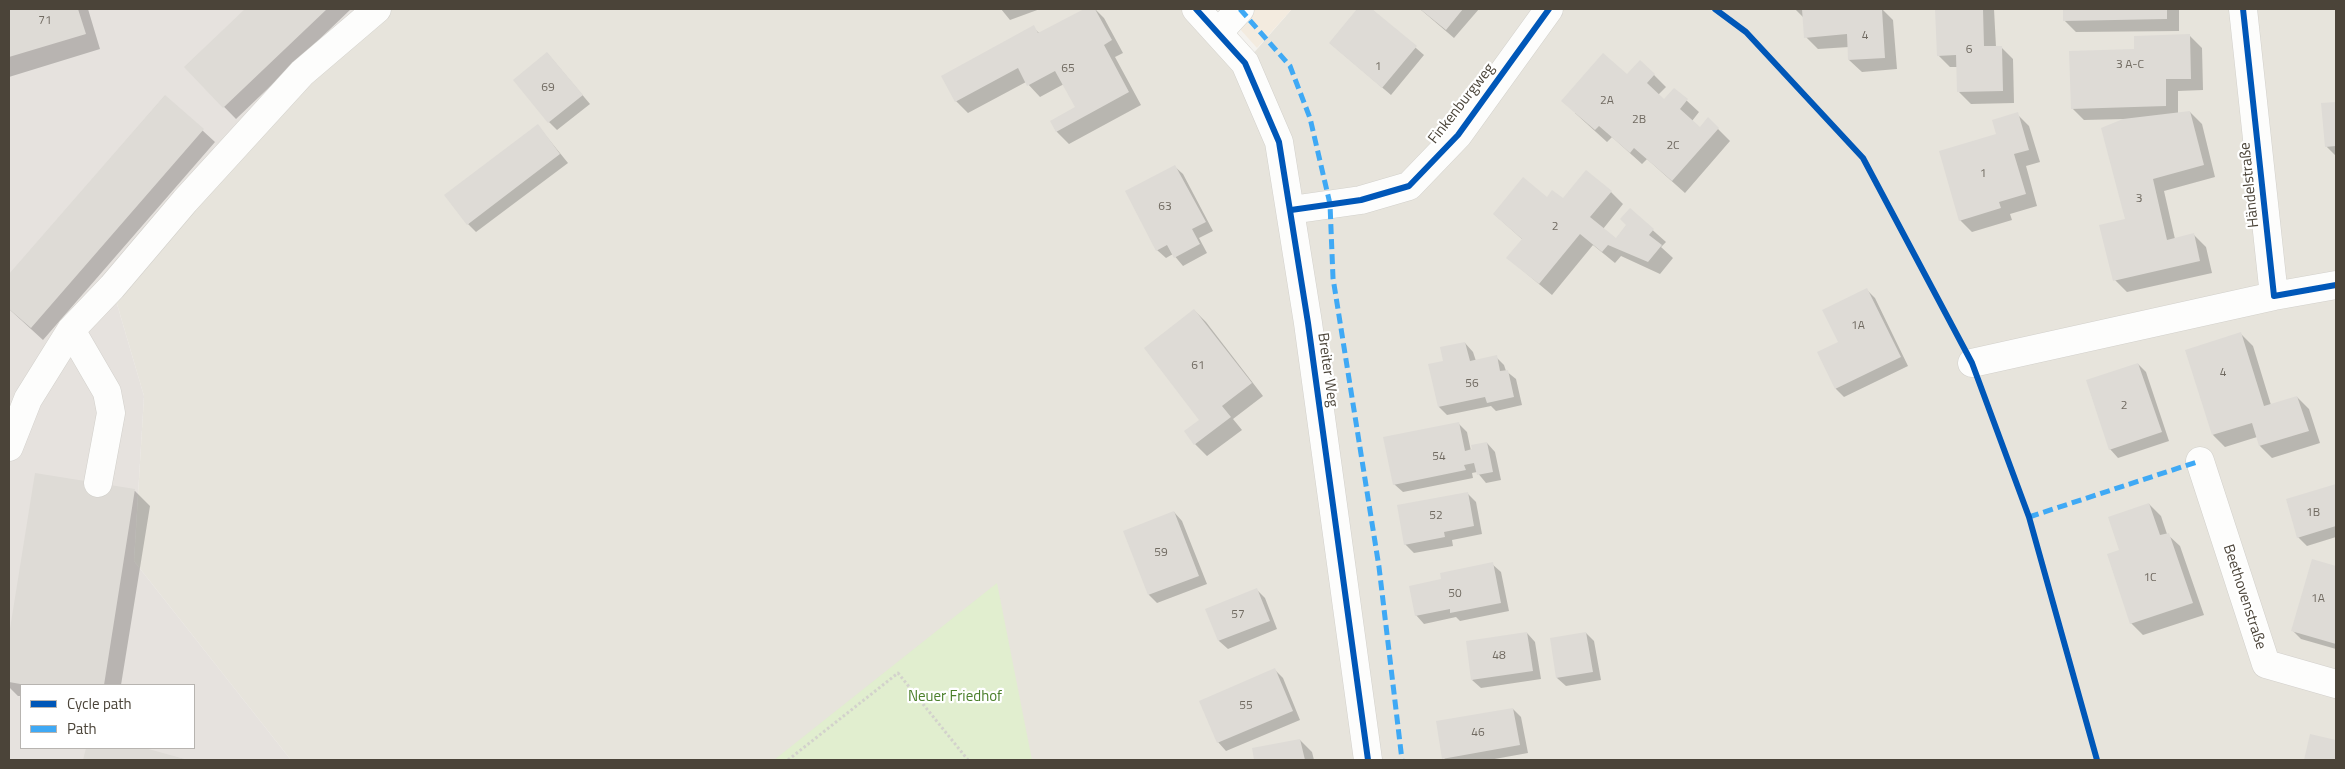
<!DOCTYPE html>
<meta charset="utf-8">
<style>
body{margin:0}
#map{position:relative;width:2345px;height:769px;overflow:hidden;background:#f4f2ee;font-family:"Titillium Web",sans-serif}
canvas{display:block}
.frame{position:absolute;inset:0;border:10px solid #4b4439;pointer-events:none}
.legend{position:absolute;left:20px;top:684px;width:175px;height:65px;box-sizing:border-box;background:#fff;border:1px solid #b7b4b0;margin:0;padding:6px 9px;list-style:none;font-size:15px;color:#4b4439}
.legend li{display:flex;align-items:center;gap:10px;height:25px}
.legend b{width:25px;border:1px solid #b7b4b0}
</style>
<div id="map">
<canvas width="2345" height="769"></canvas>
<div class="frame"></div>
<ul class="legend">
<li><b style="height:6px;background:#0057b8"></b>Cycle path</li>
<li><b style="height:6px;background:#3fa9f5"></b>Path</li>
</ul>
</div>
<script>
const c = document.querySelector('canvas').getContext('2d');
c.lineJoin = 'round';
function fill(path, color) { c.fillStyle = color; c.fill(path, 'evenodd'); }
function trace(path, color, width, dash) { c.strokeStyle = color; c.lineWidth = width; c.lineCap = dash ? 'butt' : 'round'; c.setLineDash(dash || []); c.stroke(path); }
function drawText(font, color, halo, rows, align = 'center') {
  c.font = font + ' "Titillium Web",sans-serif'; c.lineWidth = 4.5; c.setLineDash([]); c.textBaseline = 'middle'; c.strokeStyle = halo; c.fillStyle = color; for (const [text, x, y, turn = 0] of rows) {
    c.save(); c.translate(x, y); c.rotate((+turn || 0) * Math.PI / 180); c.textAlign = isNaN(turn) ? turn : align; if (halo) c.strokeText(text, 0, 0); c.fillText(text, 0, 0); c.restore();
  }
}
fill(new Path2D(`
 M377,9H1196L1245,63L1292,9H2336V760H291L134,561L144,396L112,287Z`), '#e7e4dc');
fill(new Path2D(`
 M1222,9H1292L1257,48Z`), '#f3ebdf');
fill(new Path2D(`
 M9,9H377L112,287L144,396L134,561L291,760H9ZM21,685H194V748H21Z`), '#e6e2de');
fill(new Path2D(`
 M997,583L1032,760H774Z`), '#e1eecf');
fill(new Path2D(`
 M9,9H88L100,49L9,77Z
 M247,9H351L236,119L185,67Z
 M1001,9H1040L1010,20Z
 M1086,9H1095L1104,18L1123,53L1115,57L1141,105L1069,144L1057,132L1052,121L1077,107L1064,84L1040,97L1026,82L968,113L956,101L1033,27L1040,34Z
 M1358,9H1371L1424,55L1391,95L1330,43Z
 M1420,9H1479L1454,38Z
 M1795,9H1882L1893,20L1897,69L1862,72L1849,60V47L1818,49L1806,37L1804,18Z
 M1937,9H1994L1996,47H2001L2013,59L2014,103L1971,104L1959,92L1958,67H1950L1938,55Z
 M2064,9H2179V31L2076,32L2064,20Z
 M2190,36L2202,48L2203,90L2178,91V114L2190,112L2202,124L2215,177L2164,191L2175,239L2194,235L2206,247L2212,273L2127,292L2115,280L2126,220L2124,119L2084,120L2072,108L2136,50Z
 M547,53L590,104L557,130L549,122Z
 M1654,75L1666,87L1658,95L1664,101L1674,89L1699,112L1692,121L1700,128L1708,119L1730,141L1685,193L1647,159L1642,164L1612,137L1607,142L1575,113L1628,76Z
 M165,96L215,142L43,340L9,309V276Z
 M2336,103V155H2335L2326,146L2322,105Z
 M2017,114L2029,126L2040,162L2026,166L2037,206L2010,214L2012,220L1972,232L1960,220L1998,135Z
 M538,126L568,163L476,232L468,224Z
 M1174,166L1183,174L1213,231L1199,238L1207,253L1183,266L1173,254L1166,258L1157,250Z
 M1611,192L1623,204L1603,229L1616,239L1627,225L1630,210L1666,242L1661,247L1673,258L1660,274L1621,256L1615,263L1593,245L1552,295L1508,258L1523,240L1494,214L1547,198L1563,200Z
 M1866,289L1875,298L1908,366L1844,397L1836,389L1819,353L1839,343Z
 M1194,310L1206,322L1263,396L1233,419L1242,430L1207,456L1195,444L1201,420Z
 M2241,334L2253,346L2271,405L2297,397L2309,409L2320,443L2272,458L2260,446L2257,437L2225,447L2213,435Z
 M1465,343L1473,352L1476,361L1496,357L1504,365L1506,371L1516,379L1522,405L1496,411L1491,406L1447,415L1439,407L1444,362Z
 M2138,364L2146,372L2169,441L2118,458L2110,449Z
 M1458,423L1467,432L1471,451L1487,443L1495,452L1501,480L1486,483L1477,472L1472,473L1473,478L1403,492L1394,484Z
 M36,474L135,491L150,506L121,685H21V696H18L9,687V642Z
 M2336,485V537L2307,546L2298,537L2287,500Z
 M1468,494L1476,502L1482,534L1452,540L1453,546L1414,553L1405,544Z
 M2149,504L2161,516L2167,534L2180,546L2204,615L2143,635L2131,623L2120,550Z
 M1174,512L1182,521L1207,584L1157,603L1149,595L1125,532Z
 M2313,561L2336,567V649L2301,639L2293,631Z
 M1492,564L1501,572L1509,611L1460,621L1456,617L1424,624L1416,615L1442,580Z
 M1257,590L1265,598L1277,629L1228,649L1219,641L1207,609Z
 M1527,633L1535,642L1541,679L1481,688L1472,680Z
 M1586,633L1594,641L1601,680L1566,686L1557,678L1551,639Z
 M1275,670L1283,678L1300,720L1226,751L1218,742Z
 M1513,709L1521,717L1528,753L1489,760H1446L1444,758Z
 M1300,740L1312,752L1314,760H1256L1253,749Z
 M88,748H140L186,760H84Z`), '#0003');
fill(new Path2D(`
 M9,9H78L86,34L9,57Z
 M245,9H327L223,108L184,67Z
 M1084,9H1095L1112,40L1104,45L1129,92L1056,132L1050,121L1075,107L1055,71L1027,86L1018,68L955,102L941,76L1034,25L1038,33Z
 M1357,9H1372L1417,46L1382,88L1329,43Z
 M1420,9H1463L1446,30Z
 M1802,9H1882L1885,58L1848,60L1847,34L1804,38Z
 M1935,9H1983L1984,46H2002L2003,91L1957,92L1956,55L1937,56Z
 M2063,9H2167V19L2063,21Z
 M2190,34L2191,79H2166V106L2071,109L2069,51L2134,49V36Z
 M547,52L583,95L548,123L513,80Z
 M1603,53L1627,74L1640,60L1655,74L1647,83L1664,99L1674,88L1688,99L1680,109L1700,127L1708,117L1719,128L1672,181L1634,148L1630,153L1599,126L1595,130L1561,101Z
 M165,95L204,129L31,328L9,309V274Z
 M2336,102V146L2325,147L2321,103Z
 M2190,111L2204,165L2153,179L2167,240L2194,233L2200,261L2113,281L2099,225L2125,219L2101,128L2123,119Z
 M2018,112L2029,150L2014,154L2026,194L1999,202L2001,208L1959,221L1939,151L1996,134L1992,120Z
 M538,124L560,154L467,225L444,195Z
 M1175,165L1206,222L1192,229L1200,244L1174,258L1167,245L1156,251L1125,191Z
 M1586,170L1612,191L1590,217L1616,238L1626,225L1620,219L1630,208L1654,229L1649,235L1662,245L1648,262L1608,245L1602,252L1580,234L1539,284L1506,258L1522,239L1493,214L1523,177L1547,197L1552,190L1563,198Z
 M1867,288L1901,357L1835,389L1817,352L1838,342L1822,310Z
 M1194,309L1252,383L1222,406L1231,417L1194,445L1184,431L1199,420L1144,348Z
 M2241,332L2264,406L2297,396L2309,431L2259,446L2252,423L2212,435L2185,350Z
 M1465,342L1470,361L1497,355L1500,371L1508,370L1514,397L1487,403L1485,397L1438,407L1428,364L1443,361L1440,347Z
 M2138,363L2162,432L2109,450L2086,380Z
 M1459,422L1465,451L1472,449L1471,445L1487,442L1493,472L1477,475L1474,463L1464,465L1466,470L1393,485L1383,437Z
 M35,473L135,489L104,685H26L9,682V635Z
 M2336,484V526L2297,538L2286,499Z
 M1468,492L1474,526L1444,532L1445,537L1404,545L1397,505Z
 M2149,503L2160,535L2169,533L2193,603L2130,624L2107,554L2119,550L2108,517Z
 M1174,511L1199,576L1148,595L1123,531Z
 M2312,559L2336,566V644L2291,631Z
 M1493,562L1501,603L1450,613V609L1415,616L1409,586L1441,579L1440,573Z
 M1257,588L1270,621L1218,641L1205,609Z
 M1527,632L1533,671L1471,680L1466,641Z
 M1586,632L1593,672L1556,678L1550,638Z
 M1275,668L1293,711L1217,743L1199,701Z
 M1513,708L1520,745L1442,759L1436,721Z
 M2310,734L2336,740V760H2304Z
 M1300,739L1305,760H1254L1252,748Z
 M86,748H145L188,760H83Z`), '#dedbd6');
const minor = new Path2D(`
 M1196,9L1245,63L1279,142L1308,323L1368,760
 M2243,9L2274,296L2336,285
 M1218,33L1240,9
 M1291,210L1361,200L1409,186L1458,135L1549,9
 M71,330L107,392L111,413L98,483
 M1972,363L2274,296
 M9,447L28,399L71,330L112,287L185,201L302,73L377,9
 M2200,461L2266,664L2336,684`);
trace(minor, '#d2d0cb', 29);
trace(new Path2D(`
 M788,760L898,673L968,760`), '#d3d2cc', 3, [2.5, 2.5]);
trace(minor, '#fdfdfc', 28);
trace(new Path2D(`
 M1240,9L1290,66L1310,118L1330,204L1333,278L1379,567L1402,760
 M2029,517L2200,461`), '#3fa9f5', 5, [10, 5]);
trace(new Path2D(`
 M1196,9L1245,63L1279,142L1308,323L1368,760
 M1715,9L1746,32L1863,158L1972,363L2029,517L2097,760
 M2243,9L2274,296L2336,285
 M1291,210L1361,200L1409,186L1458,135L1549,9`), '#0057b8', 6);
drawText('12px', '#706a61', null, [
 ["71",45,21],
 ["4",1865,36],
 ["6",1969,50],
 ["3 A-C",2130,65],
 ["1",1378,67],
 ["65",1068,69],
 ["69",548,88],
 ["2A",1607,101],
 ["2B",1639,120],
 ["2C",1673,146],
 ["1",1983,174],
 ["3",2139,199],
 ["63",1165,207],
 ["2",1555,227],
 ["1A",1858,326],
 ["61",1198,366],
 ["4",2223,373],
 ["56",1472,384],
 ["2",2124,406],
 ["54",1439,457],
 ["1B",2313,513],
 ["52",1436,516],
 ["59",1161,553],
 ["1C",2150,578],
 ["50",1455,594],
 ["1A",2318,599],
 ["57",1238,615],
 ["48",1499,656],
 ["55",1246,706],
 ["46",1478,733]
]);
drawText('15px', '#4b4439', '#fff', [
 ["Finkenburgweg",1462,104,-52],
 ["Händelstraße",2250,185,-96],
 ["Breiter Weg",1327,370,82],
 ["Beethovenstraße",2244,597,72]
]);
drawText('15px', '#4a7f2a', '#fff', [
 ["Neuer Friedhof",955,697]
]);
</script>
● ● ●
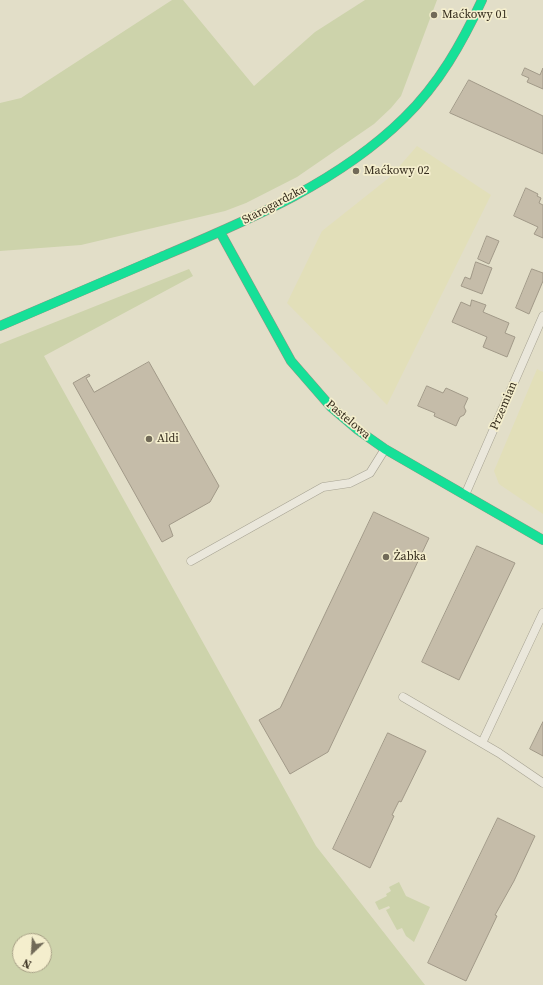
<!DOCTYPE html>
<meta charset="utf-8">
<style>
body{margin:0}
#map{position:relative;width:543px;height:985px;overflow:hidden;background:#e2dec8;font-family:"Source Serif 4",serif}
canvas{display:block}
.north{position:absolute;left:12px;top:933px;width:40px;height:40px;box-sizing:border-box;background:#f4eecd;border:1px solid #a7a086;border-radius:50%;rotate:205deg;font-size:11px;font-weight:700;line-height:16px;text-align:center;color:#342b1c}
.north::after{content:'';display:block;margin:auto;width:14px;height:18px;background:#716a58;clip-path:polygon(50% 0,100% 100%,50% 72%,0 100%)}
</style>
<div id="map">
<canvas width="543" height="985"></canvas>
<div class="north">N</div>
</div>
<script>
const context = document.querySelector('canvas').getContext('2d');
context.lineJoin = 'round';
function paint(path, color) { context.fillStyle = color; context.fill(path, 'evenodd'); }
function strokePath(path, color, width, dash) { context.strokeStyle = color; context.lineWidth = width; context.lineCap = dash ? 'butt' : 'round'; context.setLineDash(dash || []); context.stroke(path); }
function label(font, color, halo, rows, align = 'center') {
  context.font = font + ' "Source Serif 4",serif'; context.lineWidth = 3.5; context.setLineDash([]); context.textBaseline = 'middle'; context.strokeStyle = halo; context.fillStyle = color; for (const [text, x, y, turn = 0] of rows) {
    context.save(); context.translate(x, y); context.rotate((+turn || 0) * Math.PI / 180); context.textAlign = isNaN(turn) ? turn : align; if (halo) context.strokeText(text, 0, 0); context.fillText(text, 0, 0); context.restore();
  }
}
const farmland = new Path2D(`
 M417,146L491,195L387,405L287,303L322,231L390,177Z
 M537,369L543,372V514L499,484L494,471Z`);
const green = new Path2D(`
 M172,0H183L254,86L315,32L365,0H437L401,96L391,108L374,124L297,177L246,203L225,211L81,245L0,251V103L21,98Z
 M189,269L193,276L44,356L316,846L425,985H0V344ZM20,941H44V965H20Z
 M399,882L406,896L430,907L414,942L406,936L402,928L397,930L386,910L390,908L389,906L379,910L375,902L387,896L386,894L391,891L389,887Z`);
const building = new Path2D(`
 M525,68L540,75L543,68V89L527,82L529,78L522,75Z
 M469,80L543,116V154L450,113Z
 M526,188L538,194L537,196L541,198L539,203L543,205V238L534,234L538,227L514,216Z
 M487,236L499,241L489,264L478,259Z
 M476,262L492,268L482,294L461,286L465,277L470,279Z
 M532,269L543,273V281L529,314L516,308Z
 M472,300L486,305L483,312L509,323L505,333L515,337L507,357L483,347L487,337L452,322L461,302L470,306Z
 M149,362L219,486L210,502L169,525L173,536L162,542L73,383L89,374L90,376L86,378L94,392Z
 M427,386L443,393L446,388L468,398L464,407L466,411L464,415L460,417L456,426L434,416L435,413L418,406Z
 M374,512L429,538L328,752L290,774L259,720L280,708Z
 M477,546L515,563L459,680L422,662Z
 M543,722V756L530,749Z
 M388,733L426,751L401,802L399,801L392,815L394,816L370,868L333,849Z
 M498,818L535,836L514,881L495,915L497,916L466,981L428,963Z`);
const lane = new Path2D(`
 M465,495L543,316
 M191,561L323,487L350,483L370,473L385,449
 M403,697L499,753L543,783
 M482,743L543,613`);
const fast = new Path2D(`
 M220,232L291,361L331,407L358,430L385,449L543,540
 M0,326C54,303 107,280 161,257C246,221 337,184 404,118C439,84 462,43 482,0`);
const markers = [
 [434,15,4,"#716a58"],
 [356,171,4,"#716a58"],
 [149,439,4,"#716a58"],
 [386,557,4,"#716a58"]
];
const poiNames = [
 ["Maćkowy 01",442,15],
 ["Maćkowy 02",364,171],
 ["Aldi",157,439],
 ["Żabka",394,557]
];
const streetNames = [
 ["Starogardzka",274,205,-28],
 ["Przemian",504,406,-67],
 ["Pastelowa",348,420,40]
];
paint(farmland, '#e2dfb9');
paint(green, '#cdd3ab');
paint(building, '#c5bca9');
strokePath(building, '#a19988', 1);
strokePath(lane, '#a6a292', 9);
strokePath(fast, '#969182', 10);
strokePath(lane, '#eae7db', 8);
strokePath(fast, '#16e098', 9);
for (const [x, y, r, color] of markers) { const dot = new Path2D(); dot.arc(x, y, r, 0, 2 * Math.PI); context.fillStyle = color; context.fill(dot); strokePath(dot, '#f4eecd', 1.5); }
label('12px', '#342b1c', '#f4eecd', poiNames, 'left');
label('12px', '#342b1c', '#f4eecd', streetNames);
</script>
● ● ●
Across the records above, how many lines contain the word "function"? Please give that number alone.

6